Perceptual Segregation

By: Russell K. Robinson

This Article argues that outsiders and insiders tend to perceive allegations of discrimination through fundamentally different psychological frameworks. A workplace may be spatially integrated and yet employees who work side by side may perceive an allegation of discrimination through very different lenses because of their disparate racial and gender identities. Most “implicit bias” legal scholarship has focused on the cognitive processes of “insiders” (whites and men) in assessing and evaluating “outsiders” (people of color and women). This Article opens a new field of legal scholarship and complements the implicit bias literature by drawing on empirical studies to explicate the cognitive processes of outsiders in interpreting potential incidents of discrimination. Studies show that blacks and whites are likely to differ substantially in how they conceive of and define discrimination.

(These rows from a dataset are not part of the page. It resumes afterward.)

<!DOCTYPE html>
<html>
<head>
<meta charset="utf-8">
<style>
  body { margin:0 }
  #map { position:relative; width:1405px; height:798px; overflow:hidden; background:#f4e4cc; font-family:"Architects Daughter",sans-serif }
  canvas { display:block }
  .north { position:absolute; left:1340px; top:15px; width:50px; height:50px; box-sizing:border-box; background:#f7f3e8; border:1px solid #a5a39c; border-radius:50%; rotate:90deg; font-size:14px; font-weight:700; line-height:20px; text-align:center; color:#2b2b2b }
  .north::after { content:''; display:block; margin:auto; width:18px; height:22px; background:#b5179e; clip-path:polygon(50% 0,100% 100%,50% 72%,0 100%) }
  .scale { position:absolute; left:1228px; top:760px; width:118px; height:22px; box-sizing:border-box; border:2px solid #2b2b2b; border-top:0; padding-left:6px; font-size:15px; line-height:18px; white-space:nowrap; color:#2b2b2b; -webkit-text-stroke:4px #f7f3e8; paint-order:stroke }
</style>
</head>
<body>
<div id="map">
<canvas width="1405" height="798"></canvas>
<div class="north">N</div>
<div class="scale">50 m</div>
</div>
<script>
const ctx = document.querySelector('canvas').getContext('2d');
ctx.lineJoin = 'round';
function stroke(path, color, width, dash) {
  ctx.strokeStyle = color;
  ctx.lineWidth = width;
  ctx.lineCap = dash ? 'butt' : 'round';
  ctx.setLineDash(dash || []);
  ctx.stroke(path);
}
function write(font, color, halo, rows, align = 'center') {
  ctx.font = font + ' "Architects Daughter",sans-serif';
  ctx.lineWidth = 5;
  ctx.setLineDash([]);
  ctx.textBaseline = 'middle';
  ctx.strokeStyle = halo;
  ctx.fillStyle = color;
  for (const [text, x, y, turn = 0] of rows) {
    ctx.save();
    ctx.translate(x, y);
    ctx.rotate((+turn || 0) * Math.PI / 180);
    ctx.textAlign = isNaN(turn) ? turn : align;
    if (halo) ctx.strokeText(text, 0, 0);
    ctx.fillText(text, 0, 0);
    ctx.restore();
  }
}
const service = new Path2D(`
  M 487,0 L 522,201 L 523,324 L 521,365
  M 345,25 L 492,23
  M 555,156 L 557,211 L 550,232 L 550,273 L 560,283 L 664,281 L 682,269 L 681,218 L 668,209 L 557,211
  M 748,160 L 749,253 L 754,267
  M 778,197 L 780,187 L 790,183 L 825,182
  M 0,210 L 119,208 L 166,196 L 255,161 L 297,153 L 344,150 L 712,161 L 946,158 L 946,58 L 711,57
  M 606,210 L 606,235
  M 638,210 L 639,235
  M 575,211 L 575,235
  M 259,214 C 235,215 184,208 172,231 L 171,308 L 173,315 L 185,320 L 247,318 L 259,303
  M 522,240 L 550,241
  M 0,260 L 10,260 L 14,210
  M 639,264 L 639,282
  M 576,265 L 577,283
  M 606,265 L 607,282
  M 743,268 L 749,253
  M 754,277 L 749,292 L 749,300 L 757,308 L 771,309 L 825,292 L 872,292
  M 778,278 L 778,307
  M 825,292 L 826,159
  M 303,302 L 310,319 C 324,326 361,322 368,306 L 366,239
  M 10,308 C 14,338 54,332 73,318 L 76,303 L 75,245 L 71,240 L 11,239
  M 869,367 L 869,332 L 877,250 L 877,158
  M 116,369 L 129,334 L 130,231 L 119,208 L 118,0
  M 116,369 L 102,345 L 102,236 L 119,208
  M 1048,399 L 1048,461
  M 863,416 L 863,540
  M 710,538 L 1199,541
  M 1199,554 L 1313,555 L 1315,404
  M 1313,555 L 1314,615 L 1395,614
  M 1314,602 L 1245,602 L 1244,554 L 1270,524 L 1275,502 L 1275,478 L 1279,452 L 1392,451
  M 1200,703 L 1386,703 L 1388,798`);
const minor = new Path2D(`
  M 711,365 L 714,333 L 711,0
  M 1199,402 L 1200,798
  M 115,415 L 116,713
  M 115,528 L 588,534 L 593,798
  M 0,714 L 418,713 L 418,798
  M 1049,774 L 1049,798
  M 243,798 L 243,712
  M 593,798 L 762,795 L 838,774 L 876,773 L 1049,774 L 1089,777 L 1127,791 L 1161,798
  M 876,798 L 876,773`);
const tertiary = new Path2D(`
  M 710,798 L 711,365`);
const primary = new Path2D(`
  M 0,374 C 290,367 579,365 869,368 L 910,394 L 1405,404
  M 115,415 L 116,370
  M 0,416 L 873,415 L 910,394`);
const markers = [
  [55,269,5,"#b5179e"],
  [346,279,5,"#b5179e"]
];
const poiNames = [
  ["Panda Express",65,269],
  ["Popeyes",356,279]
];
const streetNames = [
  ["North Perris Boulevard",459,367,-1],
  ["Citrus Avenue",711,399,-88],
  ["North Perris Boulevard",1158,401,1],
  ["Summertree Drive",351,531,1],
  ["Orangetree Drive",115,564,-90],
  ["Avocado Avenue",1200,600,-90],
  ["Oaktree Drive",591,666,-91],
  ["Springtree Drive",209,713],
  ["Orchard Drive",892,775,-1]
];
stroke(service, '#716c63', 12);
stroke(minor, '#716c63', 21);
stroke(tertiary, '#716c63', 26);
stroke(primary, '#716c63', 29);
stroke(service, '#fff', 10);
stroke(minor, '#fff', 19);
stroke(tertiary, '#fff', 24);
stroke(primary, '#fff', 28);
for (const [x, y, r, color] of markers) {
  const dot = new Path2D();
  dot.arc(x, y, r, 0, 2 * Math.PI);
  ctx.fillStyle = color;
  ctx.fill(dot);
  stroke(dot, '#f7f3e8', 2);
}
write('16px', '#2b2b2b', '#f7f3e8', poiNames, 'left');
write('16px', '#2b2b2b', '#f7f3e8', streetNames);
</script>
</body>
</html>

While many whites expect evidence of discrimination to be explicit, and assume that people are colorblind when such evidence is lacking, many blacks perceive bias to be prevalent and primarily implicit. Studies have also revealed that men and women differ significantly in assessing incidents of sexual harassment. Differences in perception have profound implications for how our judicial machinery, which consists predominantly of white male judges, resolves antidiscrimination claims. Judges are likely to impose their own contingent conceptions of discrimination, with little or no awareness of the perceptual limitations shaping their judgments. This Article explores reforms in the judicial system and in workplaces that could help sensitize both insiders and outsiders to each other’s perspective and break down the rigidity in these clashing mindsets.